A_1-regularity and boundedness of Calderon-Zygmund operators

TL;DR

This paper explores the relationship between Calderon-Zygmund operators and the Hardy-Littlewood maximal operator in Banach lattices, establishing conditions under which boundedness of one implies boundedness of the other.

Contribution

It provides a converse result showing that boundedness of certain Calderon-Zygmund operators implies the boundedness of the maximal operator in specific Banach lattice settings.

Findings

Boundedness of Calderon-Zygmund operators implies boundedness of the maximal operator in Banach lattices.

The converse holds under p-convexity, q-concavity, and Fatou property assumptions.
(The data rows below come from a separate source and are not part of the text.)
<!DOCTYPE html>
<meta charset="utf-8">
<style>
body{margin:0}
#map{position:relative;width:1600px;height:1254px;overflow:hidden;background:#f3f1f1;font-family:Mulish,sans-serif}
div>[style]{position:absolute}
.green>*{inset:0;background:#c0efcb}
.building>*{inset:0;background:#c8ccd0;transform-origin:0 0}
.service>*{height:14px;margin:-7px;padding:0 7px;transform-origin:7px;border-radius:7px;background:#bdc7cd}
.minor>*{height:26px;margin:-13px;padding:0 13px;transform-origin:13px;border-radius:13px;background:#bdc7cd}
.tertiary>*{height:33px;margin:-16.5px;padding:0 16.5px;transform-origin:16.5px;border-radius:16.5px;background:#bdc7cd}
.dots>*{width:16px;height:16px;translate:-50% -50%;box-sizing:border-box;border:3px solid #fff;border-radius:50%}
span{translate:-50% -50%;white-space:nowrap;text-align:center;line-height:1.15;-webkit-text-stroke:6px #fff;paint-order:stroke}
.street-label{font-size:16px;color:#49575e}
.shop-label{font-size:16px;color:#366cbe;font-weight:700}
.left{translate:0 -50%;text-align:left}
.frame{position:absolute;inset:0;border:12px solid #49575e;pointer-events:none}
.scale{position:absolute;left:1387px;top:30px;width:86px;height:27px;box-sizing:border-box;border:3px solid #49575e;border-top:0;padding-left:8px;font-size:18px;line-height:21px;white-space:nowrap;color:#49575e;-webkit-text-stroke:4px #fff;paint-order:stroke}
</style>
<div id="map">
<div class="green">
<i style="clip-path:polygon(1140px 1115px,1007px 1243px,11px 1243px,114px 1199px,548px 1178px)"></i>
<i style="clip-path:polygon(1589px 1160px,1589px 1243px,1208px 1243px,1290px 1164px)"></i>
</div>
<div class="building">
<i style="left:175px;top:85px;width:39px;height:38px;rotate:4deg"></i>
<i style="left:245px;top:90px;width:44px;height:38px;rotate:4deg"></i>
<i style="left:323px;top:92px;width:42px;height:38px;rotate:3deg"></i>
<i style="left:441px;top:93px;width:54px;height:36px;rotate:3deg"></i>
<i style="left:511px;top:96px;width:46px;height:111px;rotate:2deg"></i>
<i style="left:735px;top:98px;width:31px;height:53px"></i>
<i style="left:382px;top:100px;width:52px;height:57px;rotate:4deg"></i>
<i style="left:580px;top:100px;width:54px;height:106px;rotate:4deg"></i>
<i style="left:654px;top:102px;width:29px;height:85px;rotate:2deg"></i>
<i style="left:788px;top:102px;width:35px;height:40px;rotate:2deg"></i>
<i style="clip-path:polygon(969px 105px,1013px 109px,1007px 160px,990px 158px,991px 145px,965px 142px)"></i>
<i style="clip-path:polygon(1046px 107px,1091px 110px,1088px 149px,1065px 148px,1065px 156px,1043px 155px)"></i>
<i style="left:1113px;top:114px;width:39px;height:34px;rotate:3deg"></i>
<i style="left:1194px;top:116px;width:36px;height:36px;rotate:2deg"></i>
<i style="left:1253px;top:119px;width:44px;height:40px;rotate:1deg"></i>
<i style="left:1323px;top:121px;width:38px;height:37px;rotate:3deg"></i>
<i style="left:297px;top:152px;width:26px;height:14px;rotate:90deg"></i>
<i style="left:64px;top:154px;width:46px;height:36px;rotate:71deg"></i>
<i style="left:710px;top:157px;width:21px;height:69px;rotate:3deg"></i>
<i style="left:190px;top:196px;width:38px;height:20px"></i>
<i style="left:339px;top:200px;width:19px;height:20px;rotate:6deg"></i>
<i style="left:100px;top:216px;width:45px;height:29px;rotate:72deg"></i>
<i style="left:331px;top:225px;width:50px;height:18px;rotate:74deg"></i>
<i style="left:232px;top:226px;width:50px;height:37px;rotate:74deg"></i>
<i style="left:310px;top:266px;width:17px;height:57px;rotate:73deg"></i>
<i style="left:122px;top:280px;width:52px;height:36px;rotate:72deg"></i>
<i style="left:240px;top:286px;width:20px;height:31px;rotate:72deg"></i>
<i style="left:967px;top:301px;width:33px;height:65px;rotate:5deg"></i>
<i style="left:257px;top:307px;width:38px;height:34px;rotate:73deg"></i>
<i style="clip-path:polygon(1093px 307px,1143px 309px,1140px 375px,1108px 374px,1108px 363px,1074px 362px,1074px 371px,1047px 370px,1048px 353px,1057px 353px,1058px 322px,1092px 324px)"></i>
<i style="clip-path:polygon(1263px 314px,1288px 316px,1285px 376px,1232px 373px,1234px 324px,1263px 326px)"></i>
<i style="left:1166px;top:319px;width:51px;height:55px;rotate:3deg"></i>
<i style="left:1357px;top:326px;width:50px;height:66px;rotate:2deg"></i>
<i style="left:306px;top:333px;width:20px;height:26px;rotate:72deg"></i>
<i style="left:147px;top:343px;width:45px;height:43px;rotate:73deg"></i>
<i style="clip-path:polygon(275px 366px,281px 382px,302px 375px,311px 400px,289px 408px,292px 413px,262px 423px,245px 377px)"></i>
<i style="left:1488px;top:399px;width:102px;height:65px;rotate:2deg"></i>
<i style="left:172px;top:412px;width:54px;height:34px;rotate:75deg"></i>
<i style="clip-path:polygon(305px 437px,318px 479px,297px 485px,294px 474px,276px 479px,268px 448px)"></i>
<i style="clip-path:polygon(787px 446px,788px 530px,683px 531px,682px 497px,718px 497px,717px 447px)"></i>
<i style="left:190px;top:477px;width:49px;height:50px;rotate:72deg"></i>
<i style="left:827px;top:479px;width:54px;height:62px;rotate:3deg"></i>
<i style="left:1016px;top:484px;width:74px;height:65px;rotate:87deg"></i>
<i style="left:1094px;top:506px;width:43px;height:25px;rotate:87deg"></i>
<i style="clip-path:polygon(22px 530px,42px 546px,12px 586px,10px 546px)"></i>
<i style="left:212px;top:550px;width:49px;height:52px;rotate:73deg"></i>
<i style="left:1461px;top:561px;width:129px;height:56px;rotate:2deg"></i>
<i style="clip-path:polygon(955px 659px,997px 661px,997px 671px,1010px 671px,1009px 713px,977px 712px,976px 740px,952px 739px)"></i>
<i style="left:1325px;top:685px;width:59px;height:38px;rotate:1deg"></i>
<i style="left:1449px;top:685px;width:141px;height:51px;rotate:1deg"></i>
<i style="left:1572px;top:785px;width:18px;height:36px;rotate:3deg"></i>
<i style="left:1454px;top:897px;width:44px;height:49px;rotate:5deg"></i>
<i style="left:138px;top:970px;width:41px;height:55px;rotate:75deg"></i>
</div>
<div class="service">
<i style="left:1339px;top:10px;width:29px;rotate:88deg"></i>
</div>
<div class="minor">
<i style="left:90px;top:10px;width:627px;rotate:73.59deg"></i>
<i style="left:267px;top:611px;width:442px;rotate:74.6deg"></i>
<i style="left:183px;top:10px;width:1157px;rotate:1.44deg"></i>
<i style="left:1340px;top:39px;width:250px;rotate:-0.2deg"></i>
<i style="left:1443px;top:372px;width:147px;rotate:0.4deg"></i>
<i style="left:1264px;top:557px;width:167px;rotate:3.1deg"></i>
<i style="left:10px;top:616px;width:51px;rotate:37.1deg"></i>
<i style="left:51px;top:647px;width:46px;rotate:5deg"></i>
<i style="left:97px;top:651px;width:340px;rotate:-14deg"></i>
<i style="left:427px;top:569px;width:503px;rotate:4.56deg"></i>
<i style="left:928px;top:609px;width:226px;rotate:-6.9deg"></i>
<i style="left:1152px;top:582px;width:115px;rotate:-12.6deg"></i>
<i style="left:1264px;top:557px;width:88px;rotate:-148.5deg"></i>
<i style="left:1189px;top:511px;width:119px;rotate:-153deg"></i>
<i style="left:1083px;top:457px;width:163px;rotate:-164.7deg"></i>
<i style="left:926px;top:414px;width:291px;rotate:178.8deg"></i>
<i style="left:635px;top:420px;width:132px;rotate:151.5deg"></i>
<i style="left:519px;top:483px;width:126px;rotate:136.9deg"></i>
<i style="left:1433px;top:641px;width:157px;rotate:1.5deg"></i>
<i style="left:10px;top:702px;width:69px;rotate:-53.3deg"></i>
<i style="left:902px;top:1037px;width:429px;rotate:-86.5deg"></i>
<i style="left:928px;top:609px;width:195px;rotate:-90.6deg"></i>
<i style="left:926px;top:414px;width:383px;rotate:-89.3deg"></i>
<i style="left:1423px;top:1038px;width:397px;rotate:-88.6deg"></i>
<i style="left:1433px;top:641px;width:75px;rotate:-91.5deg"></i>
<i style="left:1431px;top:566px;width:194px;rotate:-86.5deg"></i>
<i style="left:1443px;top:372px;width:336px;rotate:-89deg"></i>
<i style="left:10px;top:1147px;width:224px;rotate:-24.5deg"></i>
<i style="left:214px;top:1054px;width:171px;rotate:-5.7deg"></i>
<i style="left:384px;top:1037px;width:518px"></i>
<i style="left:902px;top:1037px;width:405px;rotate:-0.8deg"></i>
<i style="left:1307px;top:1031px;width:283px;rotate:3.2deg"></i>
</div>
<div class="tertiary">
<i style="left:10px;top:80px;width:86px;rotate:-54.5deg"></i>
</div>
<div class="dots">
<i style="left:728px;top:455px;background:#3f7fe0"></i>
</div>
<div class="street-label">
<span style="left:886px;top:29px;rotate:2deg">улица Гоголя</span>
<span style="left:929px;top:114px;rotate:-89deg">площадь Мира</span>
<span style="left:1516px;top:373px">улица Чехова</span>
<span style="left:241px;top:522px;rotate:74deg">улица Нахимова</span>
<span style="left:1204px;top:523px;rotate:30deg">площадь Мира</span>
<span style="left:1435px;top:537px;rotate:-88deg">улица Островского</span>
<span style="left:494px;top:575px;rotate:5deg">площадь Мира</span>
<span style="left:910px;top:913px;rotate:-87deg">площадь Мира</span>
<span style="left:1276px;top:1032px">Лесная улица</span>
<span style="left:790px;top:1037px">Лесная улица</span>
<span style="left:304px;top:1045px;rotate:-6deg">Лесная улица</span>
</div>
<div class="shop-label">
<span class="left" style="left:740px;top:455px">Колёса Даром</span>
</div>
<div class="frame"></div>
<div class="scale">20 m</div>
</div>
Nondegenerate Calderon-Zygmund operators like Riesz transforms enforce maximal operator boundedness.

Abstract

The Coifman-Fefferman inequality implies quite easily that a Calderon-Zygmund operator $T$ acts boundedly in a Banach lattice $X$ on $\mathbb R^n$ if the Hardy-Littlewood maximal operator $M$ is bounded in both $X$ and $X'$. We discuss this phenomenon in some detail and establish a converse result under the assumption that $X$ is $p$-convex and $q$-concave with some $1 < p, q < \infty$ and satisfies the Fatou property: if a linear operator $T$ is bounded in $X$ and $T$ is nondegenerate in a certain sense (for example, if $T$ is a Riesz transform) then $M$ has to be bounded in both $X$ and $X'$.